**WHAT YOU SHOULD DO:** For the records below, output each line exactly as it appears, from the first through the line with "M718 0H734L727 8Z".

(Data entries)
________
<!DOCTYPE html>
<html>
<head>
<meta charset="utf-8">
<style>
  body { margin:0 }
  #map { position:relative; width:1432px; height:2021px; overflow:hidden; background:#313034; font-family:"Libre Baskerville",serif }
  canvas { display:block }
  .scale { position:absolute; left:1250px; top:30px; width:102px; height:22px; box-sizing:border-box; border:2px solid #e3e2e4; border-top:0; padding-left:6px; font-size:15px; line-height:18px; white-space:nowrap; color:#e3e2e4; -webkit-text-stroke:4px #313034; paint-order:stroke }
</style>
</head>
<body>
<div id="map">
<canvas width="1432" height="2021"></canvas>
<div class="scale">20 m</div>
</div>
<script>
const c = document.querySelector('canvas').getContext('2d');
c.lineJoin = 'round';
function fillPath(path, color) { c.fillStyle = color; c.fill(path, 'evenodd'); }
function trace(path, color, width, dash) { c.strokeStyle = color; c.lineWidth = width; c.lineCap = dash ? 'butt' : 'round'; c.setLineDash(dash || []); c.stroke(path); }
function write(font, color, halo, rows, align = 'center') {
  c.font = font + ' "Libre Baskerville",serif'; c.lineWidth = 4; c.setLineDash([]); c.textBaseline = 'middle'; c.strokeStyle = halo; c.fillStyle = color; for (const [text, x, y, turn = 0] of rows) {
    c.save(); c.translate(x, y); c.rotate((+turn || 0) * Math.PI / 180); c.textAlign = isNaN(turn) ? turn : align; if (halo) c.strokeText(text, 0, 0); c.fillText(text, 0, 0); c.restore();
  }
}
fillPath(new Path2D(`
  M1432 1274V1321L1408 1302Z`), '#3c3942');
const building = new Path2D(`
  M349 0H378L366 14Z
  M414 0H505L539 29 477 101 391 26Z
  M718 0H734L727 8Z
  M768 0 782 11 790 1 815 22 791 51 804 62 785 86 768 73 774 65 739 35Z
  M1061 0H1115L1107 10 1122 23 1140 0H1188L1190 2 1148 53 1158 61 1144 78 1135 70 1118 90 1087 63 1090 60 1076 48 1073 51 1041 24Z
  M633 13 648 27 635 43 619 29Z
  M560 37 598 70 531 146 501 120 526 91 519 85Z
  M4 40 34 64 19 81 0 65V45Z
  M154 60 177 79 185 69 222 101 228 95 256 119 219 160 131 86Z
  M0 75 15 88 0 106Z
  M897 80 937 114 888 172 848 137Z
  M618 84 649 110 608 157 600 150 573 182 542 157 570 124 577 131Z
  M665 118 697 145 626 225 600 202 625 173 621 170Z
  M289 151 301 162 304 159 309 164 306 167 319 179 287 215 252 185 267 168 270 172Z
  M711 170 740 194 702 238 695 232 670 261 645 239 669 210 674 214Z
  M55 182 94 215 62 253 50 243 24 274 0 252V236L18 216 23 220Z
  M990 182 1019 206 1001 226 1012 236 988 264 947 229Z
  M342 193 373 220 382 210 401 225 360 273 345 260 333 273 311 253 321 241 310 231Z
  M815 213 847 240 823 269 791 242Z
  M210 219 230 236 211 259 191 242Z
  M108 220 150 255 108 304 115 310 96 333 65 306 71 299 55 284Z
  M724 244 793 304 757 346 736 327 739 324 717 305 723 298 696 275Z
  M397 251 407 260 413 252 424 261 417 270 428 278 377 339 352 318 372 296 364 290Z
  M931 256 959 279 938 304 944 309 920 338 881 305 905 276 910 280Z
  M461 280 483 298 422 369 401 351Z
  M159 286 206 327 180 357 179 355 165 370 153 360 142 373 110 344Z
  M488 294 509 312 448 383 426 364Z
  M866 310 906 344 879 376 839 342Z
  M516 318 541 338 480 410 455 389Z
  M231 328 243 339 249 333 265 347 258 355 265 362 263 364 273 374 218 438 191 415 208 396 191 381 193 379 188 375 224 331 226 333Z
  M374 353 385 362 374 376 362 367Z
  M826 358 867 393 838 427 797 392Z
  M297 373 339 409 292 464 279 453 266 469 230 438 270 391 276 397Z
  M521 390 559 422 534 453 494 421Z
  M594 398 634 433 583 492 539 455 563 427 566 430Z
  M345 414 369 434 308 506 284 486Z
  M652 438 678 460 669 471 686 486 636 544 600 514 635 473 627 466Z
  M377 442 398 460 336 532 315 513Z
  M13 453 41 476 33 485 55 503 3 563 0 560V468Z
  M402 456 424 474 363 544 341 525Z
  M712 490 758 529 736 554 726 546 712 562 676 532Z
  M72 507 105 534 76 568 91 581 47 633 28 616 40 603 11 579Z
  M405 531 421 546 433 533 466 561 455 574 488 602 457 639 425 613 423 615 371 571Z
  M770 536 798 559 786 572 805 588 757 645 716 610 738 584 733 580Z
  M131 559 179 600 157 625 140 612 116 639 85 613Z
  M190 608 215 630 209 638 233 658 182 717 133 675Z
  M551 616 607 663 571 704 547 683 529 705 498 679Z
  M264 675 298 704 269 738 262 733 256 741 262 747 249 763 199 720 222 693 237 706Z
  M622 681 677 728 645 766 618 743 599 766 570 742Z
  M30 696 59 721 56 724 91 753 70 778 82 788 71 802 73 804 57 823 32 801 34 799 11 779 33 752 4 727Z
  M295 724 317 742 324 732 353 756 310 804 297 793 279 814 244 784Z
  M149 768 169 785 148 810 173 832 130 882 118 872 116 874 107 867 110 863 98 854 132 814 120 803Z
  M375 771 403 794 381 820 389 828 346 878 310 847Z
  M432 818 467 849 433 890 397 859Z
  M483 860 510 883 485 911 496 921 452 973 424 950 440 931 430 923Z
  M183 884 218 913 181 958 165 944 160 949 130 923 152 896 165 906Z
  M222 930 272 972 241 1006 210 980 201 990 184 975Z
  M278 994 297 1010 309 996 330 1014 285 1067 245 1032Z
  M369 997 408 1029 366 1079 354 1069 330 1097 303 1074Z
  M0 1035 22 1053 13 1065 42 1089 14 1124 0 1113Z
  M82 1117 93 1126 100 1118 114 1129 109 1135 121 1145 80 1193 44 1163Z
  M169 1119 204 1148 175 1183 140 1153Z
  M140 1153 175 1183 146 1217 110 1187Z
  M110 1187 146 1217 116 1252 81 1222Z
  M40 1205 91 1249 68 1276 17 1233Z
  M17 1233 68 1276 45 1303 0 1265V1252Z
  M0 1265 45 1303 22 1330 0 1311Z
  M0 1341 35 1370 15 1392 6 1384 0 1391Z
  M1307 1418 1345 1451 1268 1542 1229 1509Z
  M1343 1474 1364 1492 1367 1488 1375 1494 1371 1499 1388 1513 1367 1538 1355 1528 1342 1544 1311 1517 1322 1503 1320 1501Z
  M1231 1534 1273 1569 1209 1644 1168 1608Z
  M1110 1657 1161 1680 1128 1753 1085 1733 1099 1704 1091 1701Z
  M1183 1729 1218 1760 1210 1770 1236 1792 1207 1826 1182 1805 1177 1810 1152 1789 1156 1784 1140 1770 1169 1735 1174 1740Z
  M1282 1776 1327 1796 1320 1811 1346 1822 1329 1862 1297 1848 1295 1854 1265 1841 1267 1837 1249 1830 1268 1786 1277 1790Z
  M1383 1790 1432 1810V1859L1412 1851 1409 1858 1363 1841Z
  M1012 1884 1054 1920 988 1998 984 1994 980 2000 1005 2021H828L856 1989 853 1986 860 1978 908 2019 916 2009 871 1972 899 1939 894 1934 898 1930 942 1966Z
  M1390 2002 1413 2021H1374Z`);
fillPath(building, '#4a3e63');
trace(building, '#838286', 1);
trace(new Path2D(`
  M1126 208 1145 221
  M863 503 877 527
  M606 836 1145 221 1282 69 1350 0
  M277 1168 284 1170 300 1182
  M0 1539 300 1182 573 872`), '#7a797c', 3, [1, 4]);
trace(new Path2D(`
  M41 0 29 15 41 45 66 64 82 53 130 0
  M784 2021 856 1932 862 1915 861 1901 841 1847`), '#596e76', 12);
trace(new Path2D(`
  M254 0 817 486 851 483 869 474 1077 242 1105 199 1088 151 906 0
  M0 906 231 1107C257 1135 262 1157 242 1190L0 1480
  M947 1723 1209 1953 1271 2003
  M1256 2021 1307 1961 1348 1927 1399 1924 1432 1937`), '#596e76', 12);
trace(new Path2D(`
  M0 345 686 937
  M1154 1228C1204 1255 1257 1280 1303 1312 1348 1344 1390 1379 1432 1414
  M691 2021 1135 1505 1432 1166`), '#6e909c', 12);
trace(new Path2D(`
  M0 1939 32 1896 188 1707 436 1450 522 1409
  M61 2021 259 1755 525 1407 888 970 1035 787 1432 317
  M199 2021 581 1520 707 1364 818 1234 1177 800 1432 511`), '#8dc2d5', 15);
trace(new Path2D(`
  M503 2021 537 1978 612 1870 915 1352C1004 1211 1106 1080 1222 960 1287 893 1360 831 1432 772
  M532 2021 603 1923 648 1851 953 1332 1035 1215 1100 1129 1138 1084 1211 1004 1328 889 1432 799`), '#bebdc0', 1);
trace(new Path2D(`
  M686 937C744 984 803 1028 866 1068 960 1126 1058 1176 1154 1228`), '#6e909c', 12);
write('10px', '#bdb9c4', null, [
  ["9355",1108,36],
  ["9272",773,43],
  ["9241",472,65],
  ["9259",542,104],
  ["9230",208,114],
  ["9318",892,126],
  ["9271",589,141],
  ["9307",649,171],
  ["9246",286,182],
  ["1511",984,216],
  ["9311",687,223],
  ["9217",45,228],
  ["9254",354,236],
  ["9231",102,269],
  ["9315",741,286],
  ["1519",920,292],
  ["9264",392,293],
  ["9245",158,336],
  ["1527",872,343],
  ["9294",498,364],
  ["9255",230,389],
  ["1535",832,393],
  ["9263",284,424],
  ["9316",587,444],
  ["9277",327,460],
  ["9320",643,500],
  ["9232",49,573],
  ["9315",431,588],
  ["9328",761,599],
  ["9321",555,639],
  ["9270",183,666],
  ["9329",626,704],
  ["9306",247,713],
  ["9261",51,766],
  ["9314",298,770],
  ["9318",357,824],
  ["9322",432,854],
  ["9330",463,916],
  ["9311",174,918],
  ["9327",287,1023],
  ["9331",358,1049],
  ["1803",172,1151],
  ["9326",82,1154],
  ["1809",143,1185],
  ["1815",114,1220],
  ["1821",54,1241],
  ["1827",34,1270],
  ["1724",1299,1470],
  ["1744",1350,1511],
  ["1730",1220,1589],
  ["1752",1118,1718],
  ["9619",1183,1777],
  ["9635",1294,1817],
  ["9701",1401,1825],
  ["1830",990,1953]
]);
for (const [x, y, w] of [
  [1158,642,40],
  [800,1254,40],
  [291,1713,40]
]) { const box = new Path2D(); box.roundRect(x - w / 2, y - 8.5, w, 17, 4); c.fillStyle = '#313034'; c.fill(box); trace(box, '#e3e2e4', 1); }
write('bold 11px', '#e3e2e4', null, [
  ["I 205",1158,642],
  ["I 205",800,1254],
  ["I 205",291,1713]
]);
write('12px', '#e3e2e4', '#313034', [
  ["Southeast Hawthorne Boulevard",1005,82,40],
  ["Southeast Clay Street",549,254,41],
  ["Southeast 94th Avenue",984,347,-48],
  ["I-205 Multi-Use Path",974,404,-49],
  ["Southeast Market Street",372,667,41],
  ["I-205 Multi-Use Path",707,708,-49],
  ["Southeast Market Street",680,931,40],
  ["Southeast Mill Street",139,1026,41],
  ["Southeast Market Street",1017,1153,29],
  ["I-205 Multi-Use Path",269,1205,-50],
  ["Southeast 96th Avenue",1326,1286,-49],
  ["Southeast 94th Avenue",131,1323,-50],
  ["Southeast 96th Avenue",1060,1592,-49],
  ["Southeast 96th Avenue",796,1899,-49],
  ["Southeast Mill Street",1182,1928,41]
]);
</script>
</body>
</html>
________
**TASK SOLUTION:**
<!DOCTYPE html>
<html>
<head>
<meta charset="utf-8">
<style>
  body { margin:0 }
  #map { position:relative; width:1432px; height:2021px; overflow:hidden; background:#313034; font-family:"Libre Baskerville",serif }
  canvas { display:block }
  .scale { position:absolute; left:1250px; top:30px; width:102px; height:22px; box-sizing:border-box; border:2px solid #e3e2e4; border-top:0; padding-left:6px; font-size:15px; line-height:18px; white-space:nowrap; color:#e3e2e4; -webkit-text-stroke:4px #313034; paint-order:stroke }
</style>
</head>
<body>
<div id="map">
<canvas width="1432" height="2021"></canvas>
<div class="scale">20 m</div>
</div>
<script>
const c = document.querySelector('canvas').getContext('2d');
c.lineJoin = 'round';
function fillPath(path, color) { c.fillStyle = color; c.fill(path, 'evenodd'); }
function trace(path, color, width, dash) { c.strokeStyle = color; c.lineWidth = width; c.lineCap = dash ? 'butt' : 'round'; c.setLineDash(dash || []); c.stroke(path); }
function write(font, color, halo, rows, align = 'center') {
  c.font = font + ' "Libre Baskerville",serif'; c.lineWidth = 4; c.setLineDash([]); c.textBaseline = 'middle'; c.strokeStyle = halo; c.fillStyle = color; for (const [text, x, y, turn = 0] of rows) {
    c.save(); c.translate(x, y); c.rotate((+turn || 0) * Math.PI / 180); c.textAlign = isNaN(turn) ? turn : align; if (halo) c.strokeText(text, 0, 0); c.fillText(text, 0, 0); c.restore();
  }
}
fillPath(new Path2D(`
  M1432 1274V1321L1408 1302Z`), '#3c3942');
const building = new Path2D(`
  M349 0H378L366 14Z
  M414 0H505L539 29 477 101 391 26Z
  M718 0H734L727 8Z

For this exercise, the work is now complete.